Prompt »
Write out each entry, exactly the way it appears.

Task inputs »
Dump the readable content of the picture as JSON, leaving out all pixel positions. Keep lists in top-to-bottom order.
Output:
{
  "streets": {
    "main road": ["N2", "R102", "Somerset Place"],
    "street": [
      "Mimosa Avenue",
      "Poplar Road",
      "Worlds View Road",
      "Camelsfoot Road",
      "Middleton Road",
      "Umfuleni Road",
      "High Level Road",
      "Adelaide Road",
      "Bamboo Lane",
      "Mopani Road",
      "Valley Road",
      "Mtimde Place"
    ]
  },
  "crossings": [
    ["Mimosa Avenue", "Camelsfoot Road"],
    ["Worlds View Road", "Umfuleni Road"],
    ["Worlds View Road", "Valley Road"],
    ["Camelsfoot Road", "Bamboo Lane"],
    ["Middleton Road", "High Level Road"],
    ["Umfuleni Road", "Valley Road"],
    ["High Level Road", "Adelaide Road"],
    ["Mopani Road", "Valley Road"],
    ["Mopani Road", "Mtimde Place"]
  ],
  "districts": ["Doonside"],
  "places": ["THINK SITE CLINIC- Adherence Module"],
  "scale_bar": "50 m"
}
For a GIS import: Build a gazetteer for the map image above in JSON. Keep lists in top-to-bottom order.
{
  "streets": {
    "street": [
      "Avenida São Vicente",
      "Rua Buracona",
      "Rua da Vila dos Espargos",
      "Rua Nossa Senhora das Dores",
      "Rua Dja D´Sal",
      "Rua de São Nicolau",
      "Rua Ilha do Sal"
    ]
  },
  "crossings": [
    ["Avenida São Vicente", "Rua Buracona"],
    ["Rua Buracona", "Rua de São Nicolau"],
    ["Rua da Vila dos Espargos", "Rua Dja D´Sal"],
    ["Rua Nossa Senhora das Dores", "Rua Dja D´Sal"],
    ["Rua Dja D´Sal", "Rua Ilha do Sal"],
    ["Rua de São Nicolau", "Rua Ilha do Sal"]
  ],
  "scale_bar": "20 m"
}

Response »
Dump the readable content of the picture as JSON, leaving out all pixel positions. Keep lists in top-to-bottom order.
Output:
{
  "streets": {
    "main road": ["N2", "R102", "Somerset Place"],
    "street": [
      "Mimosa Avenue",
      "Poplar Road",
      "Worlds View Road",
      "Camelsfoot Road",
      "Middleton Road",
      "Umfuleni Road",
      "High Level Road",
      "Adelaide Road",
      "Bamboo Lane",
      "Mopani Road",
      "Valley Road",
      "Mtimde Place"
    ]
  },
  "crossings": [
    ["Mimosa Avenue", "Camelsfoot Road"],
    ["Worlds View Road", "Umfuleni Road"],
    ["Worlds View Road", "Valley Road"],
    ["Camelsfoot Road", "Bamboo Lane"],
    ["Middleton Road", "High Level Road"],
    ["Umfuleni Road", "Valley Road"],
    ["High Level Road", "Adelaide Road"],
    ["Mopani Road", "Valley Road"],
    ["Mopani Road", "Mtimde Place"]
  ],
  "districts": ["Doonside"],
  "places": ["THINK SITE CLINIC- Adherence Module"],
  "scale_bar": "50 m"
}
For a GIS import: Build a gazetteer for the map image above in JSON. Keep lists in top-to-bottom order.
{
  "streets": {
    "street": [
      "Avenida São Vicente",
      "Rua Buracona",
      "Rua da Vila dos Espargos",
      "Rua Nossa Senhora das Dores",
      "Rua Dja D´Sal",
      "Rua de São Nicolau",
      "Rua Ilha do Sal"
    ]
  },
  "crossings": [
    ["Avenida São Vicente", "Rua Buracona"],
    ["Rua Buracona", "Rua de São Nicolau"],
    ["Rua da Vila dos Espargos", "Rua Dja D´Sal"],
    ["Rua Nossa Senhora das Dores", "Rua Dja D´Sal"],
    ["Rua Dja D´Sal", "Rua Ilha do Sal"],
    ["Rua de São Nicolau", "Rua Ilha do Sal"]
  ],
  "scale_bar": "20 m"
}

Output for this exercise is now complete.